== WHAT THE TASK ASKS ==
Print, exactly as written, every line from the first line of the records below through the line containing "2px #656c7e) drop-shadow(0", and nothing further.

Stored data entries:

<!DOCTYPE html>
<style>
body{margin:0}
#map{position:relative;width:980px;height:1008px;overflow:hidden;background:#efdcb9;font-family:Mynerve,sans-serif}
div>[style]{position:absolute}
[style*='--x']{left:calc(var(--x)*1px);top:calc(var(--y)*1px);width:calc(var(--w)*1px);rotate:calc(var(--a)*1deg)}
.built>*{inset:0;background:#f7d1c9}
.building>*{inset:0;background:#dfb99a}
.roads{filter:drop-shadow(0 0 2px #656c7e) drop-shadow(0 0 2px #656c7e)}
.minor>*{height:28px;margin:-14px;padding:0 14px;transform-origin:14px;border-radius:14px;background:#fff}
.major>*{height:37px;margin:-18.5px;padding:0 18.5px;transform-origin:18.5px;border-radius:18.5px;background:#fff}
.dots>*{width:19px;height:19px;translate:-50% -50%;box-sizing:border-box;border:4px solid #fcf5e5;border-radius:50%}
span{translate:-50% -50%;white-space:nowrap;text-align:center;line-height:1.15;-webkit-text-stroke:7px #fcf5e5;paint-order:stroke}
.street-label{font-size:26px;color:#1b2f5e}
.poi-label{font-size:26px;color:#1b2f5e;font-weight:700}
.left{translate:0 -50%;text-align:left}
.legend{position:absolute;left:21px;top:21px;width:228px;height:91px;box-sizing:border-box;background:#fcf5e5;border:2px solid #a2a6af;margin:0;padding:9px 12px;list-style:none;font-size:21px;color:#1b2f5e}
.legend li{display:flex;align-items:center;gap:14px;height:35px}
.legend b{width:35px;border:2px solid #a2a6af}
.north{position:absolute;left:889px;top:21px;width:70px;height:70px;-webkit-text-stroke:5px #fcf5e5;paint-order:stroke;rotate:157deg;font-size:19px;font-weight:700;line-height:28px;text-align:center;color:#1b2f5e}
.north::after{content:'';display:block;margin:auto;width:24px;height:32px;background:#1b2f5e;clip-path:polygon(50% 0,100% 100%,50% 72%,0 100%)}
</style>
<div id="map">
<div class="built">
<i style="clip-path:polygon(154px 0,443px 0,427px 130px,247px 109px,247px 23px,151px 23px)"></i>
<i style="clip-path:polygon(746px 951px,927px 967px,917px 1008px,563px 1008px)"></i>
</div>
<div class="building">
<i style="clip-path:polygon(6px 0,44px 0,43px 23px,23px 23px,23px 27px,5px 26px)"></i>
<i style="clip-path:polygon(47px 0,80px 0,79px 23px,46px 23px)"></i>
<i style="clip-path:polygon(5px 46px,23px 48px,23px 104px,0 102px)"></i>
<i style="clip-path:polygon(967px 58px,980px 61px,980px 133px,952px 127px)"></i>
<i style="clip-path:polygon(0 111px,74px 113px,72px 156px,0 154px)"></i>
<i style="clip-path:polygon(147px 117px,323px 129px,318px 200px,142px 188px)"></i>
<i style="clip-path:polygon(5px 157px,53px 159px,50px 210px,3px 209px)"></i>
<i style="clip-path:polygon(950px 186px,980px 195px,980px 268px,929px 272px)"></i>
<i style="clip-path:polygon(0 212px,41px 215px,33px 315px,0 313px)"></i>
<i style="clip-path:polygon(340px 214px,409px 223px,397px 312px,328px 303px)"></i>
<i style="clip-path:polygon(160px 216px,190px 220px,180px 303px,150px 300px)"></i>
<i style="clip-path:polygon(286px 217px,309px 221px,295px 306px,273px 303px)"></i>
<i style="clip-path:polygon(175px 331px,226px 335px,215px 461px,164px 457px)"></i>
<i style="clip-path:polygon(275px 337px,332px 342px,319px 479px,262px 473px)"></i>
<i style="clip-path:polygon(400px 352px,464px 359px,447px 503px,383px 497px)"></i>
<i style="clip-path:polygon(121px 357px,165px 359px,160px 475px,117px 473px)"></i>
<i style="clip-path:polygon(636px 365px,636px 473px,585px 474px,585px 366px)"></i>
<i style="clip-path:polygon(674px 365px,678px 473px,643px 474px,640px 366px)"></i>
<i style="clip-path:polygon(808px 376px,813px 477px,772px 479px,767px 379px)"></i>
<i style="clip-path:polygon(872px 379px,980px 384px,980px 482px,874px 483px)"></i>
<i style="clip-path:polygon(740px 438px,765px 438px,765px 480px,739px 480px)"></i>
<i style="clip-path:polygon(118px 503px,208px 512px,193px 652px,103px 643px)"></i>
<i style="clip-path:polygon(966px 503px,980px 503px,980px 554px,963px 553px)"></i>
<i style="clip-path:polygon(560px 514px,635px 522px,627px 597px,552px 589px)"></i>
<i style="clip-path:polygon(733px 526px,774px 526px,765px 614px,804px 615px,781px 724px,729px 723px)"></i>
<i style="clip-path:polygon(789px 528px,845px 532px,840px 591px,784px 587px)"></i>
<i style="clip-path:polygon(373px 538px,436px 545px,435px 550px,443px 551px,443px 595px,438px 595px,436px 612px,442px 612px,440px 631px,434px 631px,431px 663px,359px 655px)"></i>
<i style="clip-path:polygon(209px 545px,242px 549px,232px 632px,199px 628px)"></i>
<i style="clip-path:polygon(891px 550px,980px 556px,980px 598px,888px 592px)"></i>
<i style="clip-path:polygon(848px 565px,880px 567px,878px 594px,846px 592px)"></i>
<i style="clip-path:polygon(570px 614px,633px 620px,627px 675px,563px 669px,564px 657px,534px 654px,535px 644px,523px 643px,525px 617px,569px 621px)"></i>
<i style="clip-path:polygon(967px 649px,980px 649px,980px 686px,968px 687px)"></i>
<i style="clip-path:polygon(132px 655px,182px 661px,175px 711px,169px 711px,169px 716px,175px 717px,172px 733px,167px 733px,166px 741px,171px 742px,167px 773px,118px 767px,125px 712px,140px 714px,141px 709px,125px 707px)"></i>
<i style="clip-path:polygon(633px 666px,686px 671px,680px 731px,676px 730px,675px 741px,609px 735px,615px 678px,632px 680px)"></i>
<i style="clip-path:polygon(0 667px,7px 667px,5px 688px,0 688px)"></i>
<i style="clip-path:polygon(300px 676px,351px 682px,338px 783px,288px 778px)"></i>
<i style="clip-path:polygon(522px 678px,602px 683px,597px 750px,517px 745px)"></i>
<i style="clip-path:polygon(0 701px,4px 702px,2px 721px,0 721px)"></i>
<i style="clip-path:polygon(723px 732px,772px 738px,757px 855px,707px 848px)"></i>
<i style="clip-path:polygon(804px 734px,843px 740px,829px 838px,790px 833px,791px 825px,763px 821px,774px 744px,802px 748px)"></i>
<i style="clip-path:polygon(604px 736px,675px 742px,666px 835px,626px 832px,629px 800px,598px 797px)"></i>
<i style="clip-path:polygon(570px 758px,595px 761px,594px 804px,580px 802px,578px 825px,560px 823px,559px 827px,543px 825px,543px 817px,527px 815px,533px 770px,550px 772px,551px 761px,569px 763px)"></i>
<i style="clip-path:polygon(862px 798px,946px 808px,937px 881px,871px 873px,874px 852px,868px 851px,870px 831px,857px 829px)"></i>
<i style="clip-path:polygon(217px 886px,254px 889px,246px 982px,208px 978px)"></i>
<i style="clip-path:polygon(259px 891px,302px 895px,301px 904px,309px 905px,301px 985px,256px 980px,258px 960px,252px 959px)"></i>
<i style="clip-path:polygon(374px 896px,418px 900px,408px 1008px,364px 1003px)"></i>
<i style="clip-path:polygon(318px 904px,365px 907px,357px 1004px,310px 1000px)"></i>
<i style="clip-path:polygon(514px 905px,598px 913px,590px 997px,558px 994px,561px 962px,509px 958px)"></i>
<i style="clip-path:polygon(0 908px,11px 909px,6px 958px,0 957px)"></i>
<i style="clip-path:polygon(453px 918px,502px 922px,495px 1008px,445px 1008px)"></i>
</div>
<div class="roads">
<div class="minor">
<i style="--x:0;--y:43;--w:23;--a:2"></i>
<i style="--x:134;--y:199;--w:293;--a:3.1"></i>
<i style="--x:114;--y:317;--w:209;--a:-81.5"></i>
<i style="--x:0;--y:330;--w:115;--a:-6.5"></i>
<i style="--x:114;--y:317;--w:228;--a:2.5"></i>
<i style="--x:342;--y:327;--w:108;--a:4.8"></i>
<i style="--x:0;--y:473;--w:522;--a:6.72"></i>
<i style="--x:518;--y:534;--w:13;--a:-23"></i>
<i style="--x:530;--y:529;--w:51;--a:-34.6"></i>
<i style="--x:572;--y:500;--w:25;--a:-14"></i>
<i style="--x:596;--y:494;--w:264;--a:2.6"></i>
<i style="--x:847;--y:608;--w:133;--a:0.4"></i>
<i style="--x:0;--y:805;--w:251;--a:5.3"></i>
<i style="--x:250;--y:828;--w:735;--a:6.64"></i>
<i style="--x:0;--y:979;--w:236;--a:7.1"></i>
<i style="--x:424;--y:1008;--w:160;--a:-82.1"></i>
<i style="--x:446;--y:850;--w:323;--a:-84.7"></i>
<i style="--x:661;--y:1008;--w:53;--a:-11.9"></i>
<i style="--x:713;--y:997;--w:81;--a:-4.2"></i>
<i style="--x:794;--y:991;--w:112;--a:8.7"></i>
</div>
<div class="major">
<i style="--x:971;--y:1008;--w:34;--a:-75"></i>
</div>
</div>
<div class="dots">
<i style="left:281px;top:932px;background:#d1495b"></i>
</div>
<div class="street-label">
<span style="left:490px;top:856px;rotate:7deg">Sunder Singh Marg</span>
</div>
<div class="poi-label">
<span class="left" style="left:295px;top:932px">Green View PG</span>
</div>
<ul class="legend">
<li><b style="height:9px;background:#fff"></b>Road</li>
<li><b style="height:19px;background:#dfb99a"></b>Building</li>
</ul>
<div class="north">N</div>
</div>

== RESPONSE ==
<!DOCTYPE html>
<style>
body{margin:0}
#map{position:relative;width:980px;height:1008px;overflow:hidden;background:#efdcb9;font-family:Mynerve,sans-serif}
div>[style]{position:absolute}
[style*='--x']{left:calc(var(--x)*1px);top:calc(var(--y)*1px);width:calc(var(--w)*1px);rotate:calc(var(--a)*1deg)}
.built>*{inset:0;background:#f7d1c9}
.building>*{inset:0;background:#dfb99a}
.roads{filter:drop-shadow(0 0 2px #656c7e) drop-shadow(0 0 2px #656c7e)}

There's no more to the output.